In modern times, Freud’s ideas are often fused along with that of Karl Marx and Ferdinand de Saussure into one amalgamate theory of social formation. Under this theory, the commodity form, which is fundamental to capitalist exchange, is “complemented by a paradoxical alteration in the relations of consumers and products, through, first, the evolution of a sign exchange system and a change in the consumer in the direction of intensified narcissism.” (Gane, 1991, p. 61) Baudrillard chips in to synthesize this theory, by suggesting a ‘concept of personalization through the commodity.’ (Gane, 1991, p. 61) He contends that under the capitalist exchange human beings are to varying degrees alienated from one another. They also suffer depersonalization to the extent that what passes for popular culture is one of people acting like combinatorial machines. Instead of being an intricate and intellectually engaging experience, culture is reduced to the ‘smallest marginal difference in style and status’ among the constituent individuals. Extending on Freudian Theory, Braudrillard asserts that the new culture is far from being a complex syntax. Instead, its basic elements are mixed together “in multiples such as the structure of the basic question and response survey. The individual is summoned to choose from a range of objects, and a range of questions, and a range of credit companies. This is a consumer society.” (Gane, 1991, p. 61) It is fair to claim that Freud would have assented to this condemnation of social formation witnessed in capitalist societies.

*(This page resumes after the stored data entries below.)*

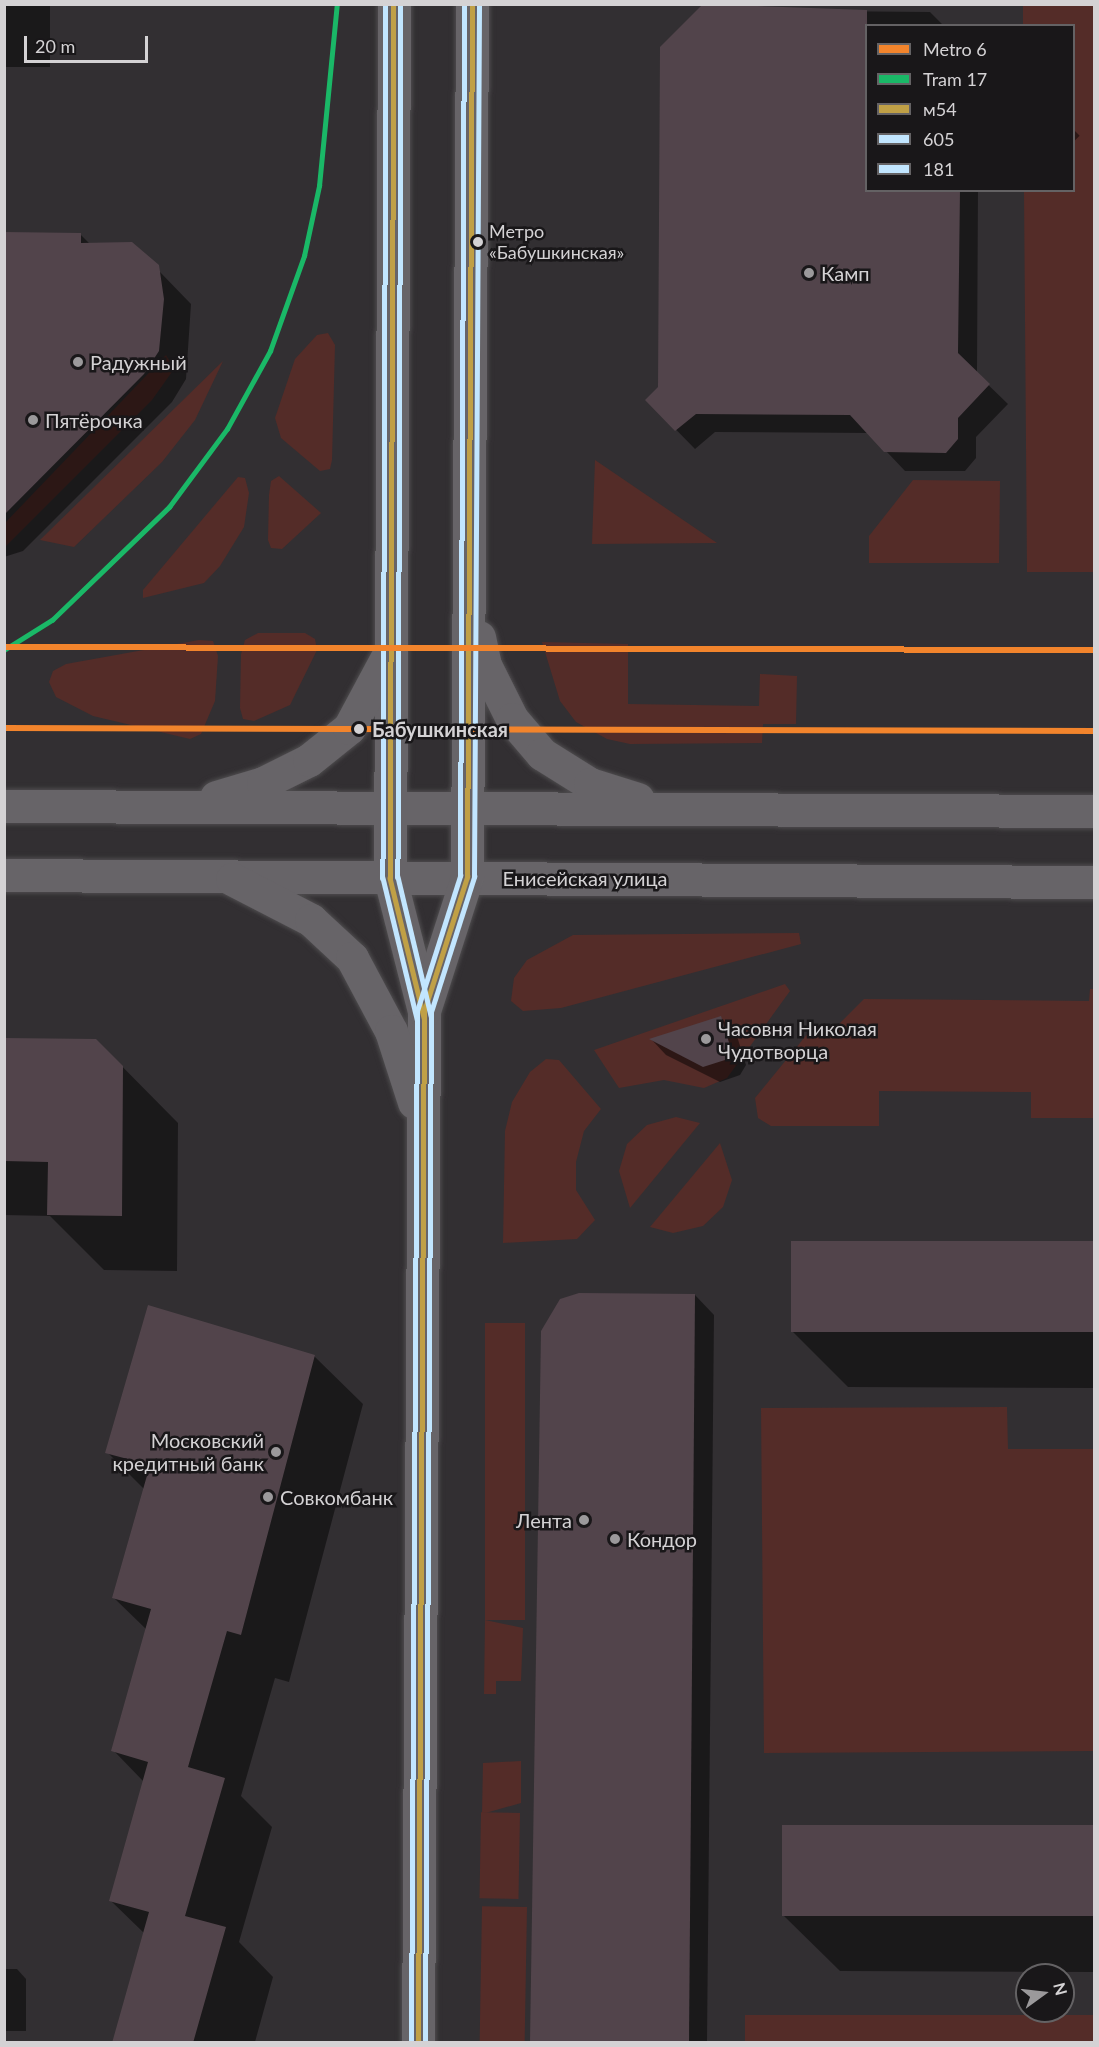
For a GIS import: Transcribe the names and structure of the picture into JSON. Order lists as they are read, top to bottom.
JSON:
{
  "streets": {
    "main road": ["Енисейская улица"]
  },
  "places": [
    "Метро «Бабушкинская»",
    "Камп",
    "Радужный",
    "Пятёрочка",
    "Бабушкинская",
    "Часовня Николая Чудотворца",
    "Московский кредитный банк",
    "Совкомбанк",
    "Лента",
    "Кондор"
  ],
  "lines": [
    "tram line 17",
    "transit line м54",
    "transit line 605",
    "transit line 181",
    "metro line 6"
  ],
  "legend": [
    "Metro 6",
    "Tram 17",
    "м54",
    "605",
    "181"
  ],
  "scale_bar": "20 m",
  "north": "right"
}
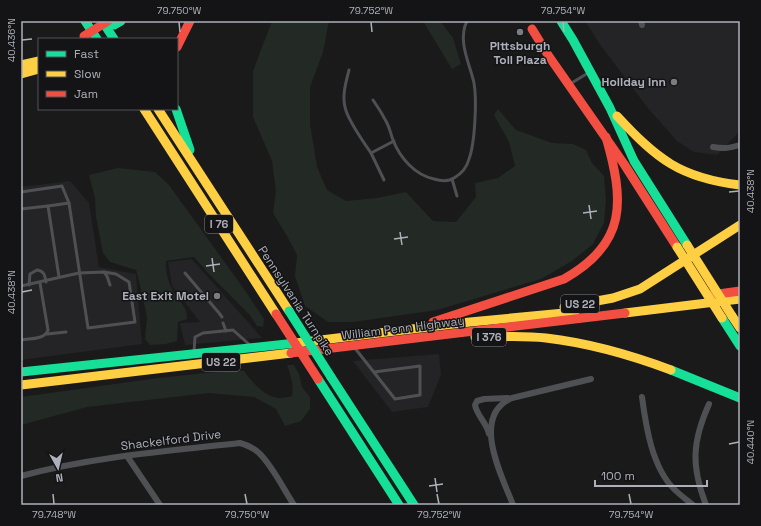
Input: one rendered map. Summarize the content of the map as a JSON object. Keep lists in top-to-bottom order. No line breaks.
{"streets":{"highway":["I 76","Pennsylvania Turnpike","US 22","William Penn Highway","I 376"],"street":["Shackelford Drive"]},"crossings":[["US 22","William Penn Highway"],["William Penn Highway","I 376"]],"places":["Pittsburgh Toll Plaza","Holiday Inn","East Exit Motel"],"legend":["Fast","Slow","Jam"],"scale_bar":"100 m","north":"bottom","coordinates":["79.750°W","79.752°W","79.754°W","40.436°N","40.438°N","40.440°N","79.748°W"]}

One of the key contributions of Freudian Theory is its articulation of family relationships in terms of assuaging primal fears or satisfying primal instincts. The development of the concept of the superego is of particular interest as it showed “the admixture of childhood fear and idealization of the father as essential elements of the internalization of authority, both the personal authority of the father and bourgeois authority relationships in general. This meant that children of either sexes tend to willingly submit to paternal authority in the knowledge that it would offer them a protective figure. Sacrificed in this bargain is expectation of unconditional love from the father, which is naturally sought from and offered by the mother figure. The psychological aspects of family structure and organization inform and build Freud’s theorization of social formation. (Langman, 1991, p. 168) For example, Freud believed that many of an adult’s predispositions toward politics and cultural sensitivities are determined to a great extent by parental values and socialized character. Authoritarianism as a dimension of character “could explain a number of seemingly unrelated aspects of economy, class and political ideologies.” Through the theory of depth psychology Freud helped augment another dimension to modern Marxist thought. In particular, it threw light on the processes of socialization
“through which a society transformed desire and domination into willing assent to secure its reproduction. Just as ideology obscured the operations of an economy, the individual’s defences mystified his or her behaviour to the person. But further, it showed in more precise ways how the social formation fostered suffering.” (Langman, 1991, p. 168)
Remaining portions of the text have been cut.